One of roughly a dozen principal engineers at Amazon at that time
Customer Master Service: Architect and Project lead for Amazon's first distributed service. CustomerMaster managed all of Amazon's customer information, including email and street addresses, credit card tokens, purchasing preferences, login and authentication.
Customer Master was a mission-critical service, highly available, fault-tolerant, and redundant, without which no customer could place an order in the United States, France, United Kingdom or Japan
An Object-Oriented Programming API presented objects to the business logic clients such as the shopping cart and ordering modules, which allowed complex interactions and even the creation of new objects on the client, which could all be synchronized to the Customer Master Service with a single, atomic save using optimistic locking to preserve data integrity and high availability.
The first use of globally unique identifiers at Amazon for client-side object creation.
Session Directory: Designer and Project Lead for Amazon's first sharded database solution. Session Directory managed all of Amazon's shopping cart information, including grouping catalog items into orders.
This two-tier solution predated the Customer Master Service. It partitioned shopping carts and orders into multiple databases, using a weighted random allocation that allowed our DBA's to add new partitions and redistribute the load for maintenance. Each horizontal partition (or shard) consisted of a replicated pair of identical databases, so a hot-standby was always available.

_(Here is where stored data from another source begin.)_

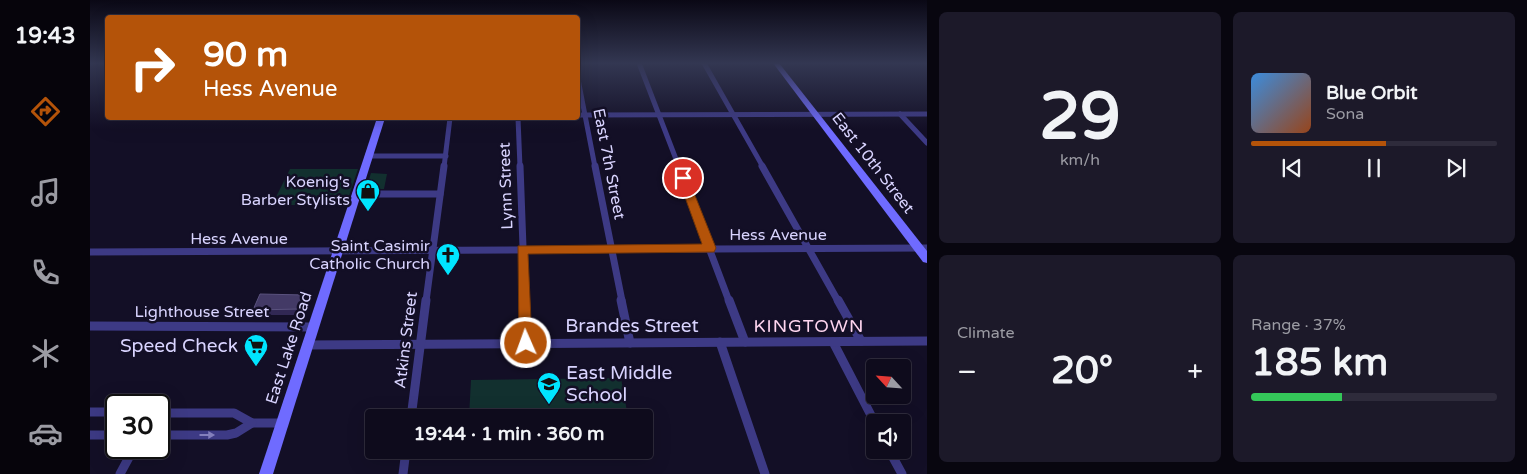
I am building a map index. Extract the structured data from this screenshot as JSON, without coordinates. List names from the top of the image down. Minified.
{"streets":{"main road":["East 10th Street","East Lake Road"],"street":["East 7th Street","Lynn Street","Hess Avenue","Lighthouse Street","Brandes Street","Atkins Street"]},"crossings":[["East 10th Street","Hess Avenue"],["East 7th Street","Hess Avenue"],["East 7th Street","Brandes Street"],["Lynn Street","Hess Avenue"],["Lynn Street","Brandes Street"],["Hess Avenue","Atkins Street"],["Hess Avenue","East Lake Road"],["Lighthouse Street","East Lake Road"],["Brandes Street","Atkins Street"],["Brandes Street","East Lake Road"]],"districts":["KINGTOWN"],"places":{"shop":["Koenig's Barber Stylists"],"church":["Saint Casimir Catholic Church"],"supermarket":["Speed Check"],"school or university":["East Middle School"]},"north":"top left","page":{"tabs":"19:43","tile":[["29","km/h"],"Climate",["Range · 37%","185 km"]],"turn":["90 m","Hess Avenue"],"song":["Blue Orbit","Sona"],"heat":["−","20°","+"],"limit":"30","trip":"19:44 · 1 min · 360 m"}}
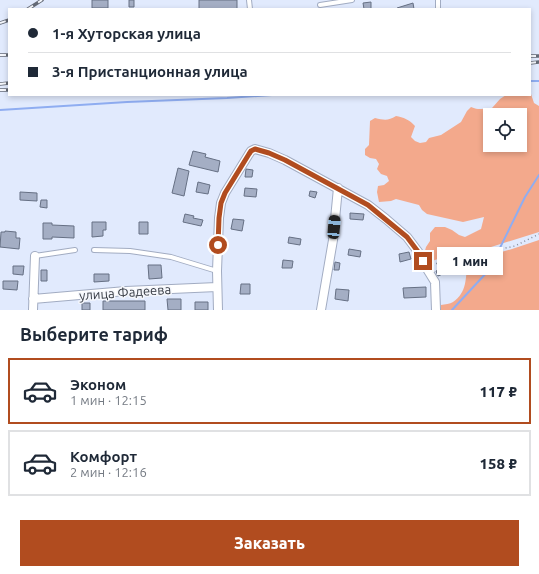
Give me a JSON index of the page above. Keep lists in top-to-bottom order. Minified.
{"streets":{"street":["улица Фадеева"]},"page":{"banner":["1-я Хуторская улица","3-я Пристанционная улица"],"bubble":"1 мин","heading":"Выберите тариф","list":[{"name":"Эконом","note":"1 мин · 12:15","value":"117 ₽"},{"name":"Комфорт","note":"2 мин · 12:16","value":"158 ₽"}],"buttons":"Заказать"}}
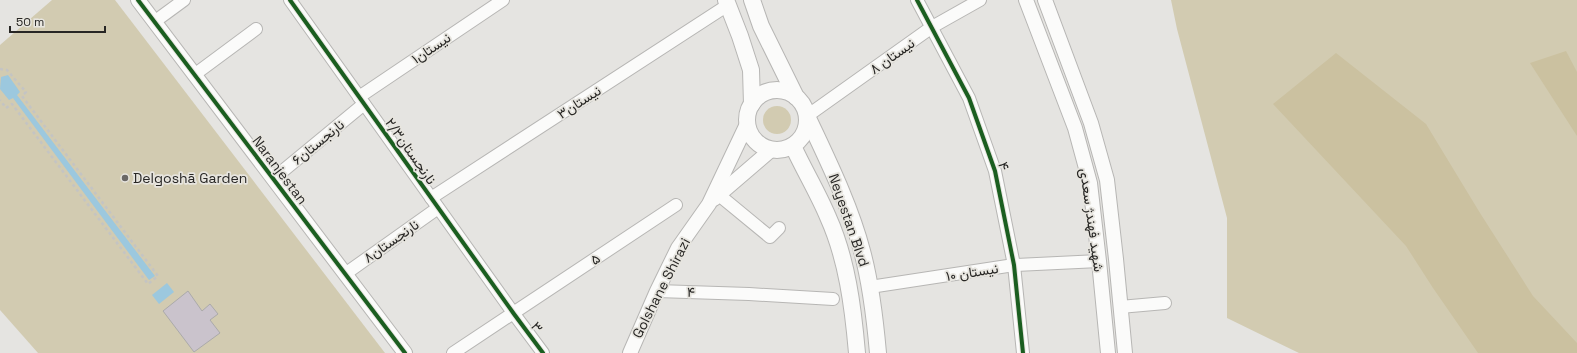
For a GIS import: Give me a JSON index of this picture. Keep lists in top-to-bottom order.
{
  "streets": {
    "main road": ["Neyestan Blvd"],
    "street": [
      "۱نیستان",
      "نیستان ۸",
      "۳نیستان",
      "۶نارنجستان",
      "۲/۳نارنجستان",
      "۴",
      "Naranjestan",
      "شهید فهندژ سعدی",
      "۸نارنجستان",
      "۵",
      "نیستان ۱۰",
      "Golshane Shirazi",
      "۳"
    ]
  },
  "crossings": [
    ["۱نیستان", "۶نارنجستان"],
    ["۱نیستان", "۲/۳نارنجستان"],
    ["نیستان ۸", "۴"],
    ["نیستان ۸", "Neyestan Blvd"],
    ["۳نیستان", "۲/۳نارنجستان"],
    ["۶نارنجستان", "۲/۳نارنجستان"],
    ["۶نارنجستان", "Naranjestan"],
    ["۲/۳نارنجستان", "۸نارنجستان"],
    ["۲/۳نارنجستان", "۵"],
    ["۲/۳نارنجستان", "۳"],
    ["۴", "نیستان ۱۰"],
    ["۴", "Golshane Shirazi"],
    ["Naranjestan", "۸نارنجستان"],
    ["Neyestan Blvd", "نیستان ۱۰"],
    ["شهید فهندژ سعدی", "نیستان ۱۰"],
    ["۵", "۳"]
  ],
  "places": ["Delgoshā Garden"],
  "scale_bar": "50 m"
}
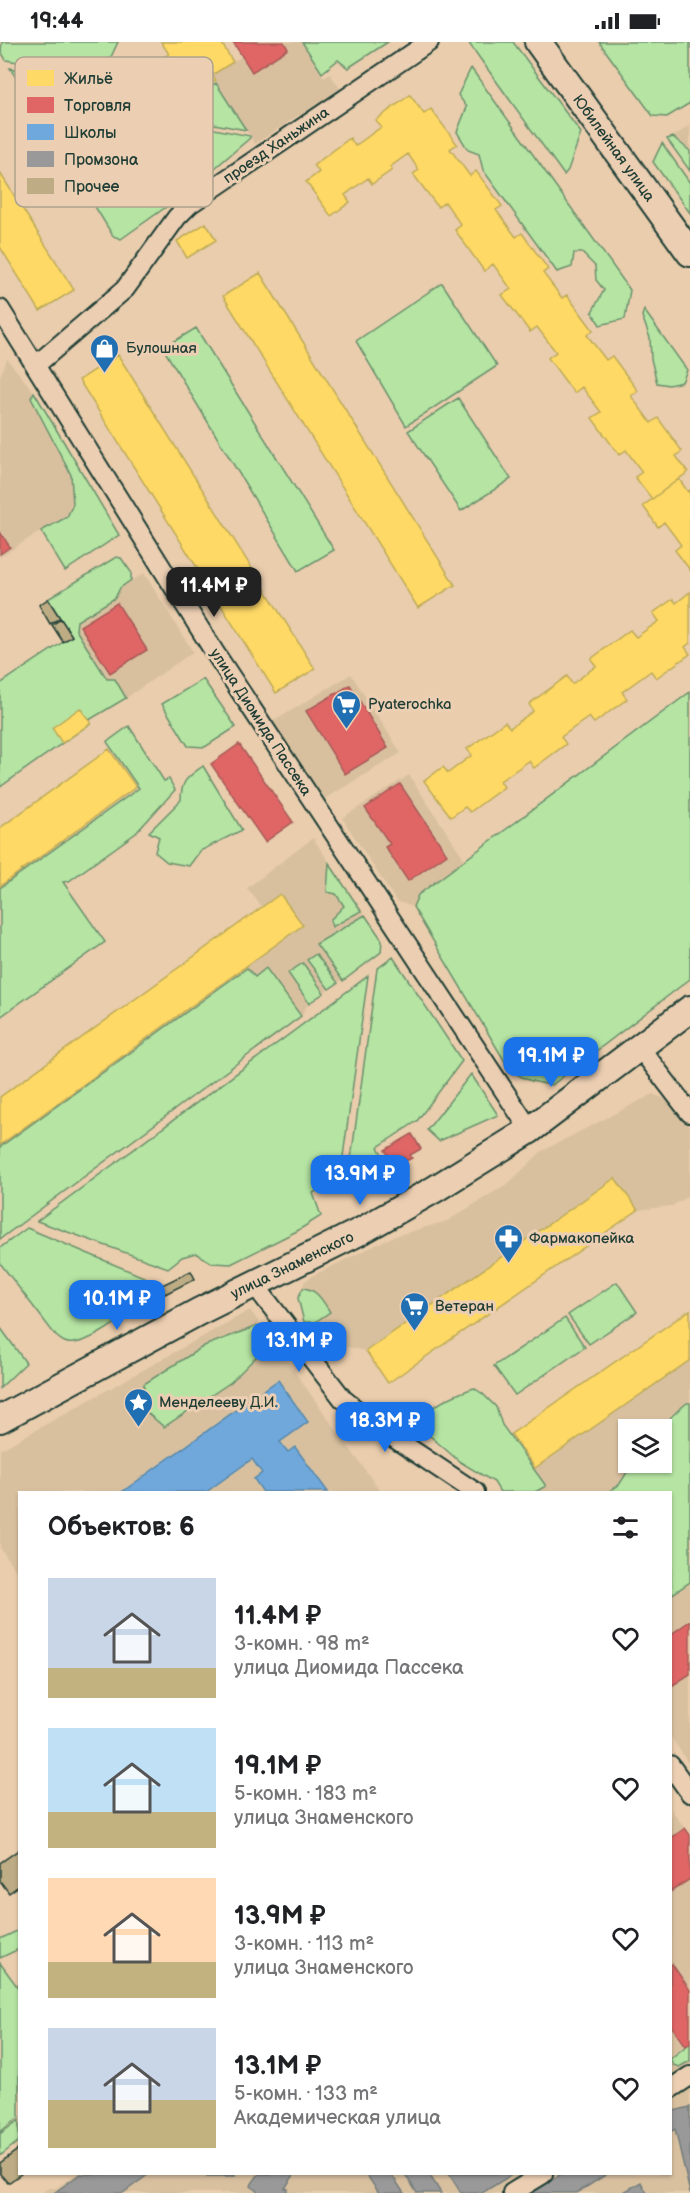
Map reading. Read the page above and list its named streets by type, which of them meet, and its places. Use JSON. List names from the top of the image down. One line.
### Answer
{"streets":{"main road":["Юбилейная улица","улица Знаменского"],"street":["проезд Ханьжина","улица Диомида Пассека"]},"crossings":[["проезд Ханьжина","улица Диомида Пассека"],["улица Диомида Пассека","улица Знаменского"]],"places":{"shop":["Булошная"],"supermarket":["Pyaterochka","Ветеран"],"pharmacy":["Фармакопейка"],"place":["Менделееву Д.И."]},"legend":["Жильё","Торговля","Школы","Промзона","Прочее"],"page":{"status":"19:44","price":["11.4M ₽","19.1M ₽","13.9M ₽","10.1M ₽","13.1M ₽","18.3M ₽"],"heading":"Объектов: 6","list":[{"name":"11.4M ₽","note":"3-комн. · 98 m² · улица Диомида Пассека"},{"name":"19.1M ₽","note":"5-комн. · 183 m² · улица Знаменского"},{"name":"13.9M ₽","note":"3-комн. · 113 m² · улица Знаменского"},{"name":"13.1M ₽","note":"5-комн. · 133 m² · Академическая улица"}]}}
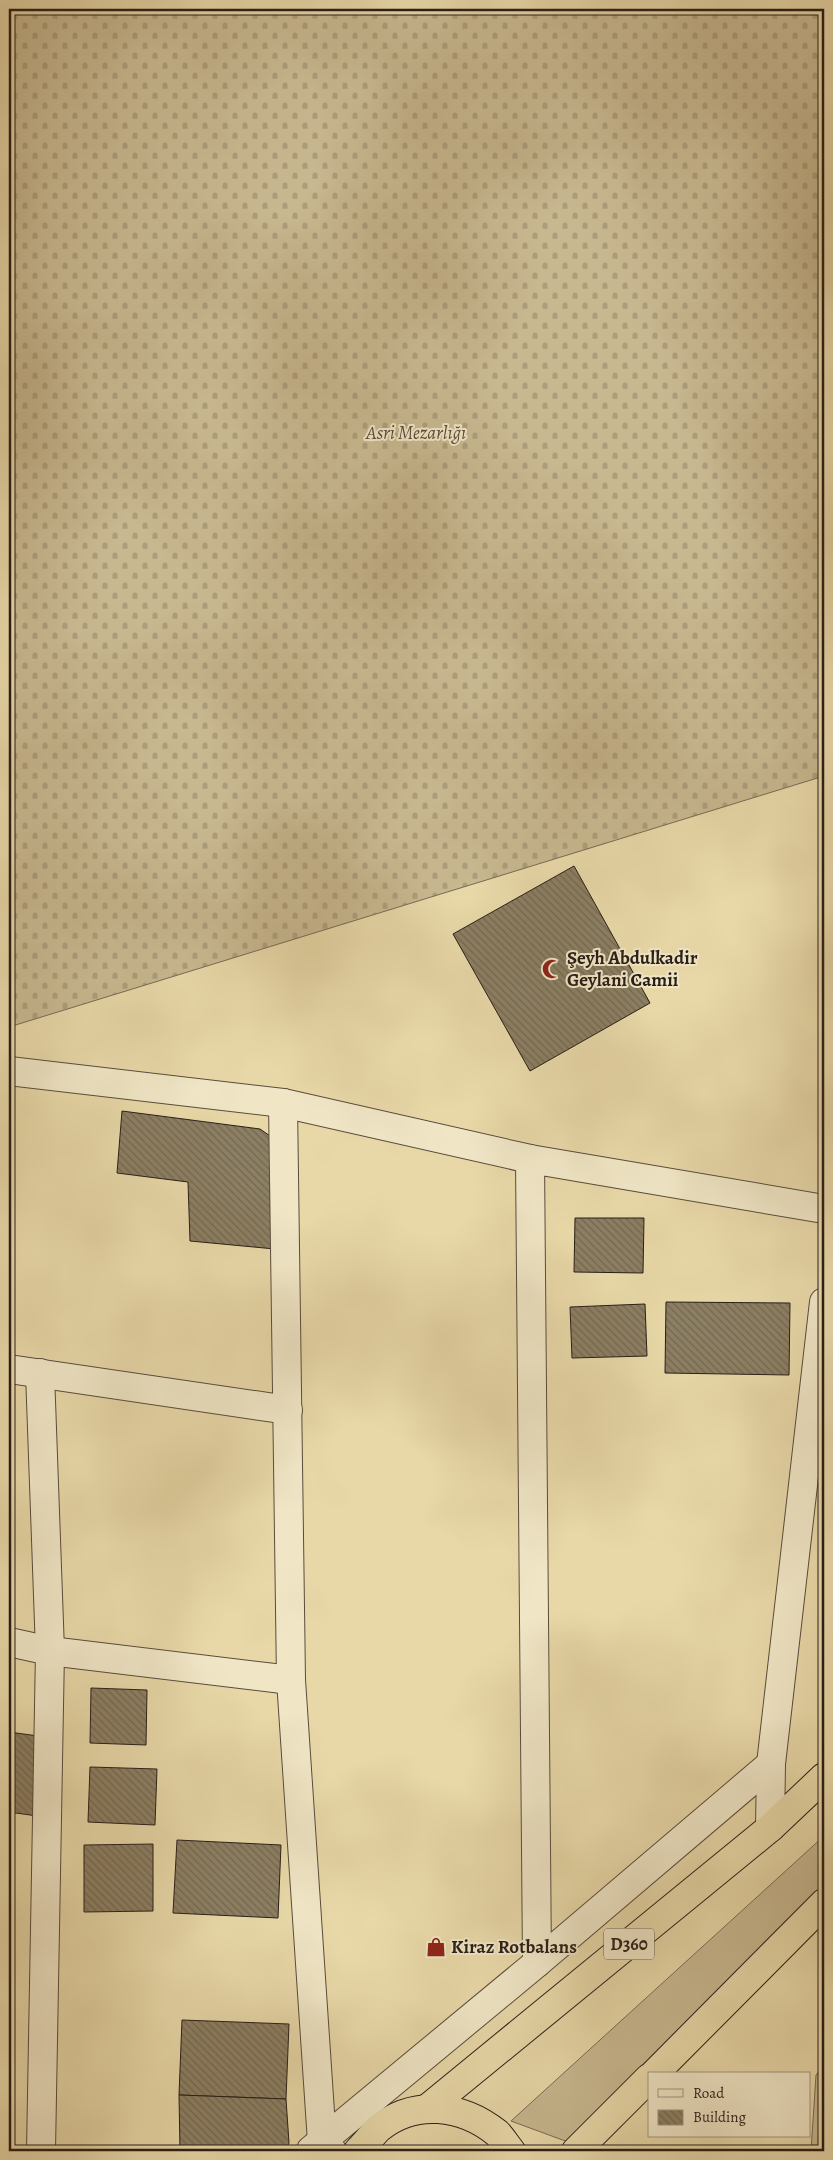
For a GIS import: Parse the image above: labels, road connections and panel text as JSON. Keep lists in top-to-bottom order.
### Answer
{
  "streets": {
    "highway": ["D360"]
  },
  "parks": ["Asri Mezarlığı"],
  "places": {
    "mosque": ["Şeyh Abdulkadir Geylani Camii"],
    "shop": ["Kiraz Rotbalans"]
  },
  "legend": ["Road", "Building"]
}
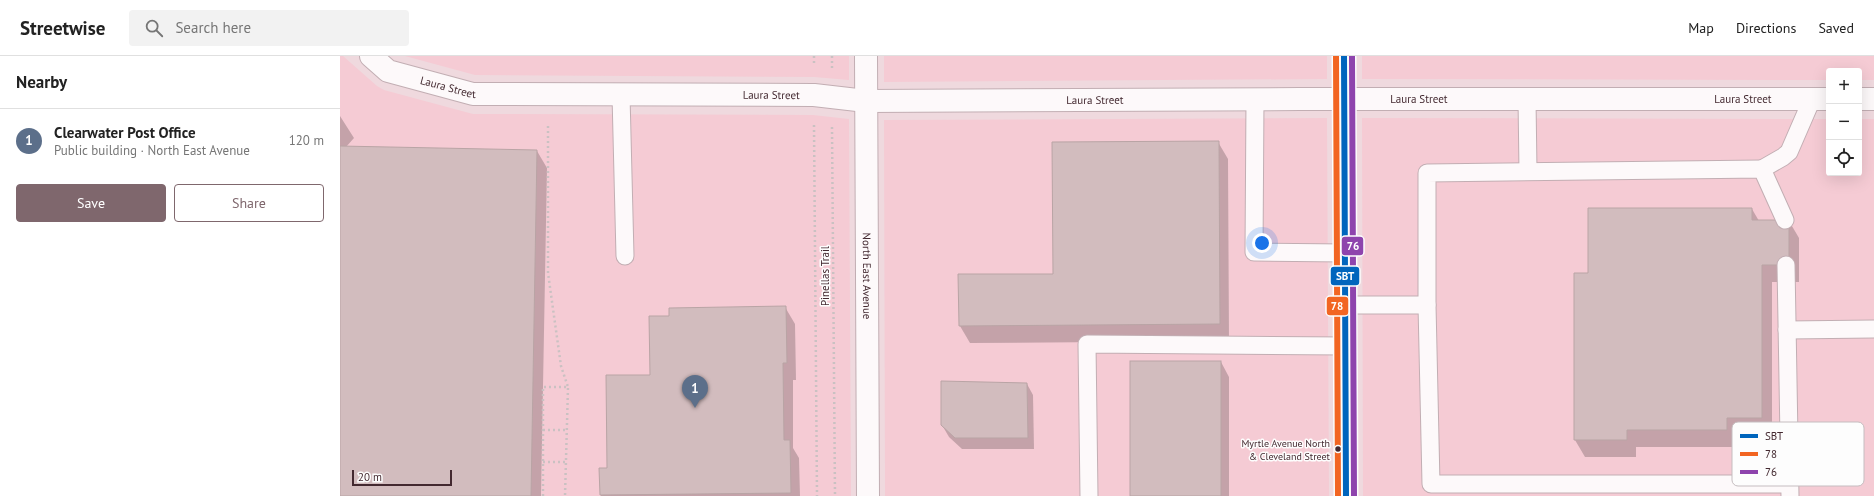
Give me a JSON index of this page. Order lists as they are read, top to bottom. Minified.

Managed this priority zero project (above all others), without which Amazon's infrastructure could not have scaled for Christmas of 2001. Went from concept to production in 90 days, and launched with no down time by adding the initial extra partitions with an initial weight of zero.
Everything worked. No existing shopping carts were lost and the shopping cart databases scaled through the Christmas season.
Customer Master Database: Project Lead for Amazon's first successful large-scale database refactoring project, taken from concept to production in four months.
Prior to this, customer data was scattered, intermingled and co-joined with shopping cart and order information across six huge Oracle databases on the most powerful unix hardware available that time. These databases were already straining under the load of six-way multi-master replication, because every update resulted in six writes! And replication conflicts were common.
Goal: Untangle and relocate all customer data into a single database with universal coordinated time (UTC) dates, and refactor over a million lines of code to access the new location.
Without this refactoring, Amazon's existing databases could not have scaled for Christmas of 2001.
Since project had already been attempted and failed once before I came to Amazon, resulting in a lengthy outage and negative publicity, Jeff Bezos gave two demands: don't make the cover of the Wall Street Journal, and only take the site down for one hour.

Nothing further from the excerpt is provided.